Cherry-picking wood leads to affirmed injunction

Osmose, Inc. v. Viance, LLC, --- F.3d ----, 2010 WL 2977988 (11th Cir.)

Viance issued press releases expressing serious safety concerns about wood treated with Osmose’s copper-based wood preservative, MCQ. Osmose sued for false advertising, arguing that Viance’s studies didn’t support the broad safety claims in the ads. Viance counterclaimed for false statements about MCQ. The district court granted Osmose’s motion for a preliminary injunction and denied Viance’s motion; Viance appealed only the injunction entered against it. The court of appeals affirmed in part and remanded to modify the injunction in light of First Amendment concerns.

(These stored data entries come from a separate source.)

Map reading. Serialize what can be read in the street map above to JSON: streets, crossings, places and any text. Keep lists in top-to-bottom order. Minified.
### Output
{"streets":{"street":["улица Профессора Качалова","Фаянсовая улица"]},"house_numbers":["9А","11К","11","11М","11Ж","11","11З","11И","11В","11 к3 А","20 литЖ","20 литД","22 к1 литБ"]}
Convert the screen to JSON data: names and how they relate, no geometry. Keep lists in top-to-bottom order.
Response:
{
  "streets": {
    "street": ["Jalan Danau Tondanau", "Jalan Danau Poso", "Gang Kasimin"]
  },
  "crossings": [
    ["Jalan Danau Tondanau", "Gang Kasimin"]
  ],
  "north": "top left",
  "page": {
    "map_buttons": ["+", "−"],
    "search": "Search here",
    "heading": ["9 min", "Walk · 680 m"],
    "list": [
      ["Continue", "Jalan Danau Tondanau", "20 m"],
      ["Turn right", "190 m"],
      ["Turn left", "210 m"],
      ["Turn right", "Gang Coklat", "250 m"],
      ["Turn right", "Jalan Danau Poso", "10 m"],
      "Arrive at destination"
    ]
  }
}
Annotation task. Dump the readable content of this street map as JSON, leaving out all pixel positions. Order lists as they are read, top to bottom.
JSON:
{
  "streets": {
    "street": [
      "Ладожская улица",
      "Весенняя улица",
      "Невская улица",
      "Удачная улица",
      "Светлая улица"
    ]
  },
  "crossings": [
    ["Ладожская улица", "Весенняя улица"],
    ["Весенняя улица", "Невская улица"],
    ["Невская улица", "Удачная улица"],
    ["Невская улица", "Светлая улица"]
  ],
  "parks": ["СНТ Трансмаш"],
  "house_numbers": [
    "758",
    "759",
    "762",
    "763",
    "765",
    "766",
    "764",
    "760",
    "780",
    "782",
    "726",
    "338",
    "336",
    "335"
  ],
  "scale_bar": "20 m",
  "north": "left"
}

The parties compete in the wood preservative market. Viance sells ACQ, which has copper solubilized in an alkaline solution. It was the dominant product in the early part of the decade, and at that time, Osmose licensed the technology from Viance. Osmose then developed a competing product using micronized copper suspended in solution, MCQ. “Osmose has obtained certification from the ICC Evaluation Service--an association that issues evaluation reports for building products and material to determine whether they comply with model building codes--for its MCQ product, but MCQ has not been certified by the America Wood Protection Association (AWPA). Viance's ACQ is approved by both organizations.” MCQ began to draw market share from ACQ, and Viance began to test it.

Viance believed that the copper in MCQ didn’t penetrate wood in sufficient quantities tp protect against microorganisms that produce soft rot. It used scanning electron microscope (SEM) testing to show lower copper concentration in the cell walls of MCQ-treated wood, though the Viance employee who performed the testing concluded that the long term performance implications of this finding were unknown. Viance also engaged in field stake testing, an accepted method of testing wood preservatives’ effectiveness. A wood scientist at Mississippi State University concluded that the MCQ stakes were performing poorly, but recommended additional data. Viance then hired a PI to search central Florida for in-use MCQ-treated posts. The firm visited 18 sites and interviewed numerous retailers and builders, none of whom had experienced or heard of any problems with premature decay in MCQ-treated products.

Viance continued to search, and discovered posts allegedly showing premature decay in Baton Rouge, Louisiana. Viance hired Timber Products Inspection, Inc., an independent company that inspects and tests wood products, to test eleven posts it chose from the Baton Rouge site. Timber Products rated the posts as 9 or 9.5 on a 10 point AWPA scale of soundness in which 10 represents sound wood and 0 represents total failure, noting that its report shouldn’t be considered acceptance or rejection. Viance also had 45 posts from Alpharetta, Georgia tested. On visual inspection, twenty-six posts rated a 10, eleven rated a 9.5, five rated a 9, two rated an 8, and one rated a 7. Of the fourteen posts subjected to further examination, four posts rated a 10, five posts rated a 9.5, two posts rated a 9, two posts rated an 8, and one post rated a 7. Over the course of its search, Viance inspected roughly 530 MCQ-treated posts.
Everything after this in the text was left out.